> Activity: The response must consist of the lines below from the one with "context.rotate((+turn || 0)" through the one with "M386 361 420 431", exactly as they appear and with both ends kept.

> Collected data:
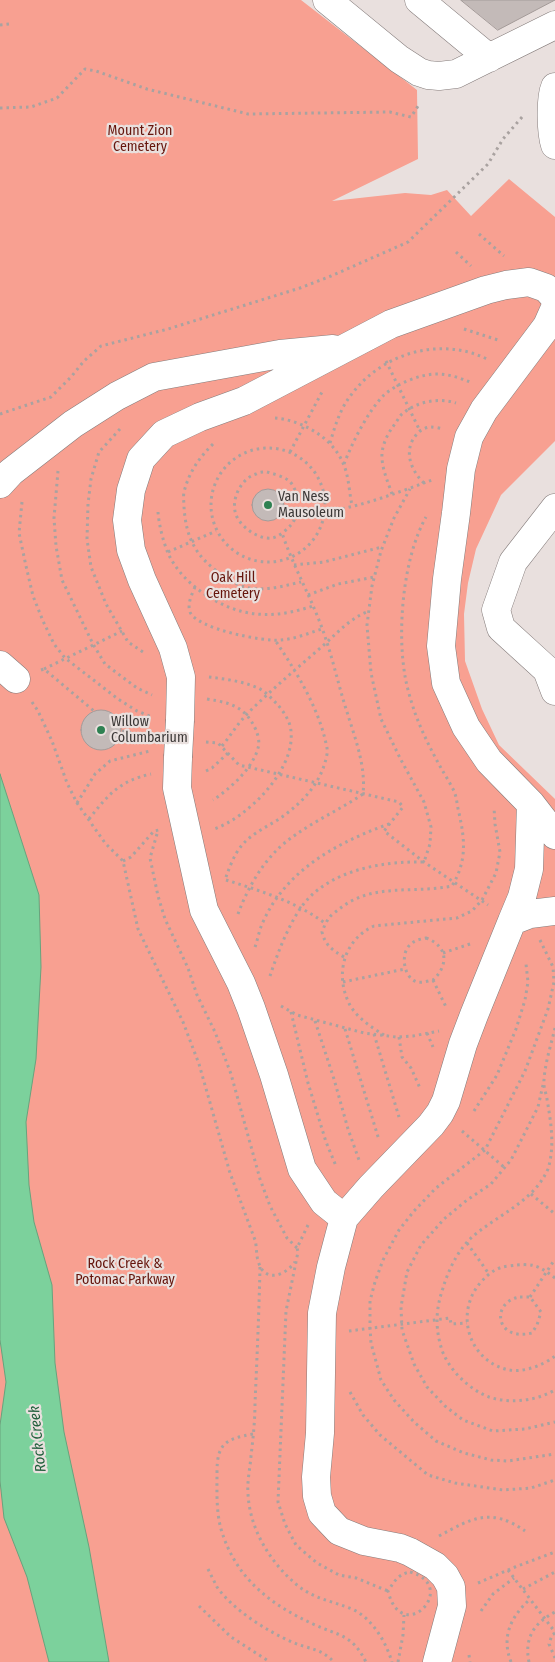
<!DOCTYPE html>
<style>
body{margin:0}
canvas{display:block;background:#e9e0de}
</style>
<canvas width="555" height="1662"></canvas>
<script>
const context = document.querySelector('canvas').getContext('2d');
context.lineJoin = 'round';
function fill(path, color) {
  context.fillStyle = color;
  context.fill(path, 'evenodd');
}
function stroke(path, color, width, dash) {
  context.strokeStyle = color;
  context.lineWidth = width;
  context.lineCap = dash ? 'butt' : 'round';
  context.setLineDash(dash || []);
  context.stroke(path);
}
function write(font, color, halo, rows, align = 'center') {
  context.font = font + ' "Fira Sans Condensed",sans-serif';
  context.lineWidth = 4.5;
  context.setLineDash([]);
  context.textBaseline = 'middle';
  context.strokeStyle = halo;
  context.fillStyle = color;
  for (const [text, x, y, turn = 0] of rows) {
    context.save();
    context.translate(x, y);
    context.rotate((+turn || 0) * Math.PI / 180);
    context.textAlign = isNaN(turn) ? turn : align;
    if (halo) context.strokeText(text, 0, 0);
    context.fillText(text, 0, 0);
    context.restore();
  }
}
const green = new Path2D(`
 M0 0H301L417 90 418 159 332 201 405 193 431 195 447 190 471 216 509 179 555 217V441L501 495 476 549 468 583 464 614 465 661 482 709 499 745 555 799V1662H0Z`);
const water = new Path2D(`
 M0 774 39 895 41 967 36 1059 26 1122 29 1185 34 1222 52 1285 55 1363 64 1432 89 1547 109 1662H49L27 1577 4 1518 0 1481V1425L6 1382 0 1340Z`);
const building = new Path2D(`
 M461 0H555L498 30Z
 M252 505a16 16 0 1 1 32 0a16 16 0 1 1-32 0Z
 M81 730a20 20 0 1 1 40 0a20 20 0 1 1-40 0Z`);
const path = new Path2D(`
 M0 25 10 24
 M0 108 31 107 57 98 85 69 96 71 147 89 248 114 390 112 411 117 420 103
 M479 234 504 256
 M456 252 471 266
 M464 329 501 341
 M386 361 420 431
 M0 414 51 397 71 377 84 361 101 346 168 329 300 288 331 276 408 242 488 164 503 139 523 116
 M275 418C301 420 332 437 343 463 349 476 349 492 352 505
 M120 429 99 452 91 479 88 504 87 539 91 567 106 604 128 642 143 652
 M330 443C335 426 340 409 351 395 382 353 440 336 487 359
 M213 444C199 458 189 472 184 492 183 497 184 502 184 507 186 538 196 557 221 574 228 579 237 585 245 587 264 592 283 586 301 582
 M211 505a57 57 0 1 1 114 0a57 57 0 1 1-114 0Z
 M290 452 322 392
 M344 464C352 443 368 411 384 395 396 384 420 374 437 374 449 374 460 378 470 382
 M58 471 54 518 56 546 62 580 93 644 105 664 137 688 152 695
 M267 472C274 474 282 476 288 480 300 489 300 515 291 525 286 530 279 537 272 538 258 540 237 525 235 511 232 497 242 478 256 474 259 472 263 472 267 472Z
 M424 483C410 470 403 449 417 434 420 430 426 427 431 427 434 427 439 428 443 429
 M392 494C388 482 381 467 382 453 383 444 387 435 392 428 395 424 398 419 401 415 415 402 438 397 456 403
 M22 502 19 533 26 566 33 596 43 621 54 644 65 658 118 699 137 711 152 717
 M158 512C159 525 163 541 168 553 182 585 223 611 256 614 276 616 295 612 313 606
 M297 513C341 515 391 495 432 480
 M168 552 216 531
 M294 565 324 562 382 547
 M195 587C192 594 187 604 190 612 197 629 264 642 281 640 295 639 309 633 322 629
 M308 595 338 584 374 577
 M44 669 122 631
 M41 670 44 669 94 711
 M209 677C225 679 242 681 258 688 265 691 272 699 278 705 284 712 291 723 291 732 295 770 247 818 214 829
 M207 699C231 703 245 706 256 730 258 735 260 743 258 748 253 768 230 789 213 800
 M32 702 38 711 52 741 67 783 77 803 105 843 123 861 138 929 183 1022 199 1064 230 1173 255 1240C257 1247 256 1255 258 1260 263 1283 284 1277 295 1262
 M122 731 151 736
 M206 742 218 743 239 765 399 802 403 807 384 831 424 862 488 905
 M222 746C231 735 238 723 248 713 273 688 300 666 326 643 340 630 351 618 369 611
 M206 771 212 768 228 753
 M77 803 95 774 110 761 150 751
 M89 819C108 795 119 781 151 774
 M157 834 150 858 158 896 165 919 188 968 197 995 215 1032 231 1074 260 1179 270 1206 287 1238 297 1248
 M123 861 131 857 154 831 159 830
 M226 877C230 866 235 852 244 843 254 832 269 826 282 817 304 801 322 782 327 754 328 749 326 744 325 739 316 703 295 670 275 640
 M226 880C261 891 297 902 326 924
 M238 914C246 892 259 868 276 851 298 828 337 812 363 794 366 766 355 738 347 712 338 684 332 655 322 628 310 595 293 566 282 533
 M426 938C448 946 449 965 433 980 428 981 422 983 417 982 403 978 400 952 411 944 415 940 421 939 426 938Z
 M540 940 553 967 554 982 548 1009 525 1071 485 1150 436 1188 414 1211 399 1230 383 1260 375 1282 370 1301V1327L371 1343 381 1380 394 1400 414 1422 436 1441 464 1453 491 1460 508 1461 555 1454
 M255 947C258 939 259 930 263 922 286 870 338 842 389 824
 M443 953 473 943
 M344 957C332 950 325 945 322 932 324 927 326 922 329 918 331 915 335 912 338 910 371 882 413 894 452 886 467 861 465 840 459 813 457 806 457 798 454 791 450 783 445 775 441 768 431 750 422 732 415 713 411 701 407 688 405 676 397 630 403 558 426 517
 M270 976C277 955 286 931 298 912 323 871 380 861 424 862L430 844 431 827 424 802 401 760 381 719 371 673 367 625 372 586 381 551 394 518 410 489
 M433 980 446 1007
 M343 982 405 969
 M281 1006 297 1015 364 1033 396 1037 413 1036 439 1031
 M291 1012 308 1083 326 1142 336 1166
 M315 1021 334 1079 348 1129 359 1160
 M555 1028C551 1045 545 1063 544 1080 543 1086 546 1093 547 1099 551 1123 555 1146 548 1169 533 1203 496 1215 470 1239 457 1252 448 1271 443 1288 436 1308 435 1326 441 1347 447 1368 468 1389 489 1397 510 1404 536 1401 555 1390
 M345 1029 379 1140
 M427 1033 433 1047
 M374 1034 399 1117
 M384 1035C371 1027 354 1016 348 1001 335 972 345 939 374 926L457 918 472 911 482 900 496 873 500 852 495 824 494 807
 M399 1037 402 1057 411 1068 420 1088
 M543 1085 538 1107 511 1160 491 1184 467 1200 444 1219 421 1245 407 1272 401 1307 402 1330 414 1364 427 1387 445 1406 463 1420 493 1431 525 1429 555 1422
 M474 1111 497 1075 516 1029 525 1000 528 982 526 964
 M462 1131 505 1168
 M531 1194 555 1214
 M308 1225 297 1248 298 1252 286 1311 278 1502 285 1524 296 1545 317 1563 339 1575 356 1578 388 1591
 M467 1243 489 1274
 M260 1267C259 1312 257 1358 255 1403 255 1421 253 1439 251 1456 250 1469 247 1481 248 1494 250 1530 270 1562 297 1585 314 1599 332 1601 352 1609 372 1618 386 1642 392 1662
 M555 1278C537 1264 532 1263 509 1266 497 1267 489 1273 481 1282 455 1311 467 1358 505 1369 521 1374 542 1366 555 1356
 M520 1297H530L541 1312 537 1325 532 1333C494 1342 491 1301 520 1297Z
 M530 1297 555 1259
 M349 1331 450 1318 451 1324 467 1323
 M350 1392 363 1415 380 1435 428 1475 455 1483 503 1490 531 1488 555 1480
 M253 1434C226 1439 217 1443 217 1472 217 1490 216 1511 221 1529 235 1577 269 1604 313 1624 339 1636 352 1634 366 1662
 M439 1536C472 1518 491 1507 525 1531
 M208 1569C211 1575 214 1581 217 1587 233 1610 267 1631 292 1642 310 1650 319 1647 334 1662
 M508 1570 555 1632
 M410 1572C461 1586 402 1648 388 1591 394 1582 398 1574 410 1572Z
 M478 1583 515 1567 555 1552
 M523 1589 555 1572
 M199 1606 231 1637 270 1662
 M481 1611 493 1594 514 1578
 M555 1633 552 1635 549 1644 555 1658
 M469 1655 470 1662
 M398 1662 403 1635 404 1615
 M511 1662C501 1636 511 1617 530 1599
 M529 1662C524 1638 534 1623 555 1612`);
const minor = new Path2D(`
 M327 0 399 59 419 72 428 75 439 76 456 74 555 25
 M419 0 489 58
 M555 87C550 99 551 133 555 145
 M555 308 547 326 484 410 469 437 461 469 456 513 447 579 441 646 446 683 466 727 489 761 531 804 555 835
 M0 484 11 472 73 424 117 396 154 377 280 354 333 349
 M555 508 513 562 496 610 501 628 547 670 555 691
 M0 665 16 679
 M180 720 181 677 173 648 142 580 131 550 127 520 131 490 141 459 164 434 200 417 244 401 391 324 486 290 506 285 529 282 546 288 555 298V301
 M178 757 177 788 204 910 241 983 251 1008 274 1075 302 1169 324 1202 344 1218
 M512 921 522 897 529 869 531 804
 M437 1662 452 1606 451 1587 445 1576 435 1566 410 1552 400 1548 364 1541 339 1531 322 1513 317 1496 316 1477 320 1433 322 1313 331 1267 344 1218 371 1187 431 1125 440 1113 446 1101 463 1044 474 1015 512 921 530 914 555 911`);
const minorBridge = new Path2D(`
 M178 757 180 720`);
const markers = [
 [268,505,5,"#2f8152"],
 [101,730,5,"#2f8152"]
];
const parkNames = [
 ["Mount Zion",140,131],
 ["Cemetery",140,147],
 ["Oak Hill",233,578],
 ["Cemetery",233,594],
 ["Rock Creek &",125,1264],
 ["Potomac Parkway",125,1280]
];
const poiNames = [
 ["Van Ness",278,497],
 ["Mausoleum",278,513],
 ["Willow",111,722],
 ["Columbarium",111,738]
];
const waterNames = [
 ["Rock Creek",38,1439,-96]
];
fill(green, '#f8a091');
fill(water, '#7cd19c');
stroke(water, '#68a37d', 1);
fill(building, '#c3bab8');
stroke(building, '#a49b99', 1);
stroke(minor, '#857c7b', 29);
stroke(path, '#a9a2a0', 3, [2.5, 4]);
stroke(minor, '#fff', 28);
stroke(minorBridge, '#857c7b', 29, []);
stroke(minorBridge, '#fff', 28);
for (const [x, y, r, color] of markers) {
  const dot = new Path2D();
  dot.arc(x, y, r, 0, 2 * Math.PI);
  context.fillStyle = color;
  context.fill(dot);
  stroke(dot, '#e9e0de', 2);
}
write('14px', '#66150c', '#e9e0de', parkNames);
write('14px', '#3b3736', '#e9e0de', poiNames, 'left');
write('italic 15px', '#22603d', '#e9e0de', waterNames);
</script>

> Answer section:
    context.rotate((+turn || 0) * Math.PI / 180);
    context.textAlign = isNaN(turn) ? turn : align;
    if (halo) context.strokeText(text, 0, 0);
    context.fillText(text, 0, 0);
    context.restore();
  }
}
const green = new Path2D(`
 M0 0H301L417 90 418 159 332 201 405 193 431 195 447 190 471 216 509 179 555 217V441L501 495 476 549 468 583 464 614 465 661 482 709 499 745 555 799V1662H0Z`);
const water = new Path2D(`
 M0 774 39 895 41 967 36 1059 26 1122 29 1185 34 1222 52 1285 55 1363 64 1432 89 1547 109 1662H49L27 1577 4 1518 0 1481V1425L6 1382 0 1340Z`);
const building = new Path2D(`
 M461 0H555L498 30Z
 M252 505a16 16 0 1 1 32 0a16 16 0 1 1-32 0Z
 M81 730a20 20 0 1 1 40 0a20 20 0 1 1-40 0Z`);
const path = new Path2D(`
 M0 25 10 24
 M0 108 31 107 57 98 85 69 96 71 147 89 248 114 390 112 411 117 420 103
 M479 234 504 256
 M456 252 471 266
 M464 329 501 341
 M386 361 420 431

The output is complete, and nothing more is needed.